We trace the mechanisms governing El Niño in observations and in a set of 19 coupled global climate models (GCMs). To this end, we use a conceptual model that describes the relations between subsystems that play a role in ENSO using local linear regressions. The first relation describes a wind response to SST variability. The second and third relation describe the response of SST to both thermocline variability and wind stress variability. finally, a temporal damping on SST is described. We categorize six GCMs as having the most realistic balance of the various feedback mechanisms compared to observations. In four of these models the interannual mode also resembles the observed ENSO both spatially and temporally. In the other 13 models at least one part in the feedback loop between the ocean and atmosphere behaves differently as in observations. We thus selected a subset of best models based on the mechanisms that are important to describe El Niño.
For a subset of models as defined above we make projections into a future stable, warmer climate. Although there are large changes in the mean state, the overall ENSO properties do not change much. This is due to the fact that the effects of the changes in the different ENSO relations tend to cancel. In all models, the signs of the changes in ENSO mechanisms are similar. However, the sign of the small net effect differs from model to model.
A description in terms of linear couplings leads to symmetry between El Niño and La Niña events. In general, however, El Niño is larger than La Niña. In other words, the distribution of SST anomalies in the East Pacific is positively skewed as a result of nonlinear interactions in the system. Can we use nonlinearities in our conceptual model for analysing what is the likely origin of the skewness of ENSO? What is the role of atmospheric noise in this respect?
For observations the linear couplings are extended with a new description of atmospheric noise properties and some nonlinearities in the atmospheric terms. The effect of these nonlinearities are studied with an Intermediate Complexity Model (ICM) in which the fitted couplings and noise properties are implemented, but no further tuning is carried out. The description of atmospheric noise properties in terms of standard deviation and spatial and temporal correlation is sufficient for the excitation of ENSO in this ICM. The ENSO period and pattern of the ICM agree reasonably well with that found in observations. The skewness of SST anomalies has been evaluated after adding a nonlinearity in the response of the wind stress to SST anomalies, the state-dependence of atmospheric noise, and the positively skewed nature of atmospheric noise. The SST skewness is most affected by a nonlinearity in the response of the wind stress to SST anomalies. This is followed by the state-dependence of atmospheric noise. The skewed nature of atmospheric noise has only a minor effect on SST skewness.

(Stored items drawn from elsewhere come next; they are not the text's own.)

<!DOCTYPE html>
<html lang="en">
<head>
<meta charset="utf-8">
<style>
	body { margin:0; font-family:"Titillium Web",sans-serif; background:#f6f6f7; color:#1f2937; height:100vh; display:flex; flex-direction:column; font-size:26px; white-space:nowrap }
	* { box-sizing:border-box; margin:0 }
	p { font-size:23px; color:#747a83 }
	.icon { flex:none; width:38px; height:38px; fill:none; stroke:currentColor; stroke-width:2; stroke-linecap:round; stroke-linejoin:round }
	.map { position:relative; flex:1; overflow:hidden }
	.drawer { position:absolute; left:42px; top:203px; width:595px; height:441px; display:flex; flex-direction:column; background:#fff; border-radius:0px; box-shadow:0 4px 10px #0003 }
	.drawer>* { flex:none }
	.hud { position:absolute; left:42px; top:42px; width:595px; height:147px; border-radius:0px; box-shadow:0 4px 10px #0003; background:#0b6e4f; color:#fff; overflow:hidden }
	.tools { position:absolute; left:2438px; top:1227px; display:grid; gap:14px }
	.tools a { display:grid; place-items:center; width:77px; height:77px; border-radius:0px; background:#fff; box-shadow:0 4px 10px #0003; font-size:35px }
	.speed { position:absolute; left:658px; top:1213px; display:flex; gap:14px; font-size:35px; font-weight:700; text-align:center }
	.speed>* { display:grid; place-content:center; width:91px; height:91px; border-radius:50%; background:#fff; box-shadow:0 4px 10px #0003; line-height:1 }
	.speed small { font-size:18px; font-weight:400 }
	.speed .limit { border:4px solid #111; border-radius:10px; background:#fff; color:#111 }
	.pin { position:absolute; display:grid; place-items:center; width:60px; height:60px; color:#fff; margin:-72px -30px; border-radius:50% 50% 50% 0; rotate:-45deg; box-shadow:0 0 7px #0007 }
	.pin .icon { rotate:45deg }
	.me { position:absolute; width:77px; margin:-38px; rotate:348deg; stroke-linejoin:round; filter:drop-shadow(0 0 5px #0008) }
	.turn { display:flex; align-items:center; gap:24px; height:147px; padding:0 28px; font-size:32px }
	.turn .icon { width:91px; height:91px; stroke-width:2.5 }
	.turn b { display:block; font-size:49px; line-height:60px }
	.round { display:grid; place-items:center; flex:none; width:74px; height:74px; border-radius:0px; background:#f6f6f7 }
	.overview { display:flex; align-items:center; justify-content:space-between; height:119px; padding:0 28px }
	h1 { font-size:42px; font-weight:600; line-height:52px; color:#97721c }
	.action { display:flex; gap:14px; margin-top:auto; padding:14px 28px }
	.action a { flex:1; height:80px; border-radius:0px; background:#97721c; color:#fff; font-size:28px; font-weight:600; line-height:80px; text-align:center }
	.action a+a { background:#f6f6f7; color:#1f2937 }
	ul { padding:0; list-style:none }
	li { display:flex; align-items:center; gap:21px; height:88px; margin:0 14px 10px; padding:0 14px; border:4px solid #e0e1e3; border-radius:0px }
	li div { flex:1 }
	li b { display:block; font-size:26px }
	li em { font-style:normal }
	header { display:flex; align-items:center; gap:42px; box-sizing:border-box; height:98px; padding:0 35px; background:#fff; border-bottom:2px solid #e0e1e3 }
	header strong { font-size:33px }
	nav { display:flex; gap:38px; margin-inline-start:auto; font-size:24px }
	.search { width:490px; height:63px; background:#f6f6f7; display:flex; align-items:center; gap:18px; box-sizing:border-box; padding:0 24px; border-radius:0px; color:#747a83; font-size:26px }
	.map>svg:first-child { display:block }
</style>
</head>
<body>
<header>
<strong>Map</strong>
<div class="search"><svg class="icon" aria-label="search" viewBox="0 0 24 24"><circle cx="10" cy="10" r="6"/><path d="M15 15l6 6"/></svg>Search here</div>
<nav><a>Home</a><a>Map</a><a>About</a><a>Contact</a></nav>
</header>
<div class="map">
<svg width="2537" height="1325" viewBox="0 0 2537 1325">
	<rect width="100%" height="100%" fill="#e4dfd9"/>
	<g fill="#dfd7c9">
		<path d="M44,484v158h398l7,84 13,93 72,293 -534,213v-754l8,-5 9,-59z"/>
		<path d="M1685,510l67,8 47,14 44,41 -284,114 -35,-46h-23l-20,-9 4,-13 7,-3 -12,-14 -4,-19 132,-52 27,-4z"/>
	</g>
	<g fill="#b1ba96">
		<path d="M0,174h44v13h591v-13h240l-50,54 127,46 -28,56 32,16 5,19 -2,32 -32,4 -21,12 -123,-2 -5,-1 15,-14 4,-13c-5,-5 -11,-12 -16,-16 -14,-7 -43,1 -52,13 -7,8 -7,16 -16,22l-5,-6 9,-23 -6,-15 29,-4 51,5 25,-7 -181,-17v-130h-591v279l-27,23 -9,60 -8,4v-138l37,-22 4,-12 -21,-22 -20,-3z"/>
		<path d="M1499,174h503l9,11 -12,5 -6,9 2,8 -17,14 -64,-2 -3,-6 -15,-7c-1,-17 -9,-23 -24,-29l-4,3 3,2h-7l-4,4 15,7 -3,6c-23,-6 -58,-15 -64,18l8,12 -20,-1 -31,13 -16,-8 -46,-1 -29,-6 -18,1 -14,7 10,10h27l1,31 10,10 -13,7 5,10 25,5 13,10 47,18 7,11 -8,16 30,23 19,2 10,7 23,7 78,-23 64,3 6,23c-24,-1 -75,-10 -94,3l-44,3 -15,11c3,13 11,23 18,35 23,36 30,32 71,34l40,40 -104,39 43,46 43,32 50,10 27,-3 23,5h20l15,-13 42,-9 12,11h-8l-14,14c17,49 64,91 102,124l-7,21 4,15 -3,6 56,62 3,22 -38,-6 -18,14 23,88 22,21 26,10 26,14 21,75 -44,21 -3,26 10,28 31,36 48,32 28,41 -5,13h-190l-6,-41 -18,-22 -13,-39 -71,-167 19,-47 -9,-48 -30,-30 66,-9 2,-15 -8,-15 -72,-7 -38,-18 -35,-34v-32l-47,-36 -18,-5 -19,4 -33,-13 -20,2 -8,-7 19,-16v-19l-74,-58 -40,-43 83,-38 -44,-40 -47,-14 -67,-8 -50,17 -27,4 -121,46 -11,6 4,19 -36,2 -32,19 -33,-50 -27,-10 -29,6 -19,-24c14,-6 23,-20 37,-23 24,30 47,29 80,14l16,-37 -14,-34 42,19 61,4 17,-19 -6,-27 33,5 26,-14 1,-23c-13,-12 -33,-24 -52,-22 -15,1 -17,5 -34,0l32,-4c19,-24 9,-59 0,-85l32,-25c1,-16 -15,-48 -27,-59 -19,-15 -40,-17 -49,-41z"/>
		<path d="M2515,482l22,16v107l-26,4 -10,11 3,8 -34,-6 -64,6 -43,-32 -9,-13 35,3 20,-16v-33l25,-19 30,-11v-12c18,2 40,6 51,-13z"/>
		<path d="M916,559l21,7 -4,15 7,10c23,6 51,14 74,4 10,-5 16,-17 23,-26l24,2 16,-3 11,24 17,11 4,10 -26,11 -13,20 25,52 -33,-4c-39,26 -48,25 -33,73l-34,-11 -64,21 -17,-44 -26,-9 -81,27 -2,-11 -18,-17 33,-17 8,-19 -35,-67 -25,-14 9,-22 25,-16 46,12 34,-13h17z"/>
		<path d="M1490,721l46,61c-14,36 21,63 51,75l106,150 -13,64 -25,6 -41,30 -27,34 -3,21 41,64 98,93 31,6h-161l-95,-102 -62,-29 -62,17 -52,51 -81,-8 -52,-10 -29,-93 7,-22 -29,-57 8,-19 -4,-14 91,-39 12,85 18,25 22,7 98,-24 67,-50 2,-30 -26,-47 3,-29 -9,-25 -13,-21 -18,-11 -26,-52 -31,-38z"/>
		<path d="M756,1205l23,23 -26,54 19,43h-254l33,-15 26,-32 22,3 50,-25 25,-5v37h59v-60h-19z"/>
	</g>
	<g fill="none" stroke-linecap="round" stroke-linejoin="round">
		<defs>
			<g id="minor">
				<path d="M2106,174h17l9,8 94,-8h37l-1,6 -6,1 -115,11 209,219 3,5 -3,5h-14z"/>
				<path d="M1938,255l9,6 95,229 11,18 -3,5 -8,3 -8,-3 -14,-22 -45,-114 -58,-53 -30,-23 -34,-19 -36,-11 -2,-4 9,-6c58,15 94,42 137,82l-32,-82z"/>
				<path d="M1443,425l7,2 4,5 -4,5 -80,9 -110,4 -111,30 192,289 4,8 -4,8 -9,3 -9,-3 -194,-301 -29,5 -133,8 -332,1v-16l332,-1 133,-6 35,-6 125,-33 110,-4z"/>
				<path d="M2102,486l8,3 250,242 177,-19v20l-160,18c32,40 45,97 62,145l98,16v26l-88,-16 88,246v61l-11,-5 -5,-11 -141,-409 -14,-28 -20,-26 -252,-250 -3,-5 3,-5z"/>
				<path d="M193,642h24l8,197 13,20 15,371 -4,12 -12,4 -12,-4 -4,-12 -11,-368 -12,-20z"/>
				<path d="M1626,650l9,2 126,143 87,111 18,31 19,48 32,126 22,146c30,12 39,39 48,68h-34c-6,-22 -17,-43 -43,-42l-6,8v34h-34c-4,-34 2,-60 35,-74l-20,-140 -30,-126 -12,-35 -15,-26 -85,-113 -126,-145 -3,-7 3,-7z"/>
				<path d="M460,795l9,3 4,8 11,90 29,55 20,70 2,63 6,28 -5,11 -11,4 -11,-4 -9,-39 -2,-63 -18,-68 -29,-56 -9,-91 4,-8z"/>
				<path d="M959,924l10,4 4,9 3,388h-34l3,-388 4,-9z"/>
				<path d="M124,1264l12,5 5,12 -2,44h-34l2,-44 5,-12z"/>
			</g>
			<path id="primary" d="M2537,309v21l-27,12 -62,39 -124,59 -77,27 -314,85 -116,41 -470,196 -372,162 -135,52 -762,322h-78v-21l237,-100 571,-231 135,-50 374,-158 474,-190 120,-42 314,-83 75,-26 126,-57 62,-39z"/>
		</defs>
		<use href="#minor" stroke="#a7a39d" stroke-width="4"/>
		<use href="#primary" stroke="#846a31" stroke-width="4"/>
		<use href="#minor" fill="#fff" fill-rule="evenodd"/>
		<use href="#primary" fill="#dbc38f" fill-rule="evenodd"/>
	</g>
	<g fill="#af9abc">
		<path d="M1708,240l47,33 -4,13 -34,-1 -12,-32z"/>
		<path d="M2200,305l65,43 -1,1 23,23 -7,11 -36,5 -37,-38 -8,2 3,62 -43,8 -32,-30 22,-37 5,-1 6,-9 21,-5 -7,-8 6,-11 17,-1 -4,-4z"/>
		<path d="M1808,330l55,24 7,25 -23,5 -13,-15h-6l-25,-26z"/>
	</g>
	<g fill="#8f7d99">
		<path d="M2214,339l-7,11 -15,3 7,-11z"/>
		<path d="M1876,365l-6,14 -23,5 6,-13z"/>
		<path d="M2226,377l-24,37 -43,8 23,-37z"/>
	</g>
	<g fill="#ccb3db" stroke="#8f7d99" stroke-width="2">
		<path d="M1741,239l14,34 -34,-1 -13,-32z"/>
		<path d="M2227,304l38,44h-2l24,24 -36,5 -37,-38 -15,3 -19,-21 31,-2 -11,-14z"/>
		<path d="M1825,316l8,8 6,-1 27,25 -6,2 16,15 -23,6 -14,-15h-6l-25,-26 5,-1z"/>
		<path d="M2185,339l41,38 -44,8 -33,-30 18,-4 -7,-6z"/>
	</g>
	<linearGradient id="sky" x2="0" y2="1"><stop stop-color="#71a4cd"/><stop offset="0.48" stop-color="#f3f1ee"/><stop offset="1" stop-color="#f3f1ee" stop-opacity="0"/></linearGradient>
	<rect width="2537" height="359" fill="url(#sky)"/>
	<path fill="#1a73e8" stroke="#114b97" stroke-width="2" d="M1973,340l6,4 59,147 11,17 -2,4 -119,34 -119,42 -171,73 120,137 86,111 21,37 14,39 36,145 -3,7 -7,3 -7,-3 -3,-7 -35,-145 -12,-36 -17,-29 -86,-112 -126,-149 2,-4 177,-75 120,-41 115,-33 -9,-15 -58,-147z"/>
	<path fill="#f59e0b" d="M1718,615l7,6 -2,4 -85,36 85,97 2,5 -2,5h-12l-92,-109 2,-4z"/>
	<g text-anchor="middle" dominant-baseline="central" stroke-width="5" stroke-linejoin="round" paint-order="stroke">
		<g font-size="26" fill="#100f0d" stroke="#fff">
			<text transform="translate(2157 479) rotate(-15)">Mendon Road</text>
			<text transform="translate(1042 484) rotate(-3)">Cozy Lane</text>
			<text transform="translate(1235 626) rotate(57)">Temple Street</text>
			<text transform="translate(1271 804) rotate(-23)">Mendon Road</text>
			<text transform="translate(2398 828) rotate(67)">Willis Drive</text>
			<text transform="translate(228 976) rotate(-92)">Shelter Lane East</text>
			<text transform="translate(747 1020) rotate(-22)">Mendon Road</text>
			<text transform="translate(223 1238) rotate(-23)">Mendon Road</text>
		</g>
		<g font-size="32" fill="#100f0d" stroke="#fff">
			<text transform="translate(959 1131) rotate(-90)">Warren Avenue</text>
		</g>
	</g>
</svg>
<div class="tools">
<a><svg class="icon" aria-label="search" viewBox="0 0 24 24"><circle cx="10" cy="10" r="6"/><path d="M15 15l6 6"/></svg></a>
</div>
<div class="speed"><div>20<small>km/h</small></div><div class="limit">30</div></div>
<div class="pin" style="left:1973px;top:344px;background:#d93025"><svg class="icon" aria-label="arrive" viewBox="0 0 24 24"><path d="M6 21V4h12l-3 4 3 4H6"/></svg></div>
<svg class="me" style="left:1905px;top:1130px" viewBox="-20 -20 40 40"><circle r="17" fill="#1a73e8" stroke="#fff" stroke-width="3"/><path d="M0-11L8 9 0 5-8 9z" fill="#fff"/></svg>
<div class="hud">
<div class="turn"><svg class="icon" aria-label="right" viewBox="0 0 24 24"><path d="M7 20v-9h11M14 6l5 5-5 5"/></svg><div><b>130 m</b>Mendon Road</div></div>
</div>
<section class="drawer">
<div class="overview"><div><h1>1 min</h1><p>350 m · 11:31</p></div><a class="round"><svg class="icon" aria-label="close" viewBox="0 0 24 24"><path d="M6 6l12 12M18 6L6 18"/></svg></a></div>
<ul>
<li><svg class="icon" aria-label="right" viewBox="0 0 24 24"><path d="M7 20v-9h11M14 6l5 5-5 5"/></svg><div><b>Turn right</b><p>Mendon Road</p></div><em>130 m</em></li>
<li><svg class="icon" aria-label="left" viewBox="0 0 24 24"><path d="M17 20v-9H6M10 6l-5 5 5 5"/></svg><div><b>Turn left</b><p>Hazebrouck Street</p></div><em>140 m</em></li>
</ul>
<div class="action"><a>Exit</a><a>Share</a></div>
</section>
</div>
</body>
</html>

GCMs tend to simulate lower atmospheric noise amplitudes than observations. Some GCMs show a nonlinear response of wind stress to SST, although weaker than in observations. These models simulate the most realistic SST skewness. Overall, both a nonlinear atmospheric response to SST and the dependence of noise on the background SST influence the El Niño/La Niña asymmetry.
Finally, we investigate the sensitivity of ENSO to uncertainties in the description of physical processes in a GCM by examining a set of GCM experiments with perturbations to key atmospheric and oceanic GCM parameters. For analyzing the runs, we use the same method as for the multi-model ensemble. The advantage of a perturbed physics ensemble is that it is not principally controlled by variations in the mean climate state. Studying only changes related to perturbed GCM parameters we conclude that feedbacks involved in the ICM response of SST to variations in wind stress and damping of SST anomalies provide the leading-order control on ENSO amplitude and spatial structure.
The method described in this thesis provides the possibility of using observations for exploring model biases in individual ENSO feedback processes in a quick and transparent way. Using this method will give better insight in GCMs and seasonal forecast models, which will help modellers improving their models. This will facilitate better seasonal forecasts and climate projections.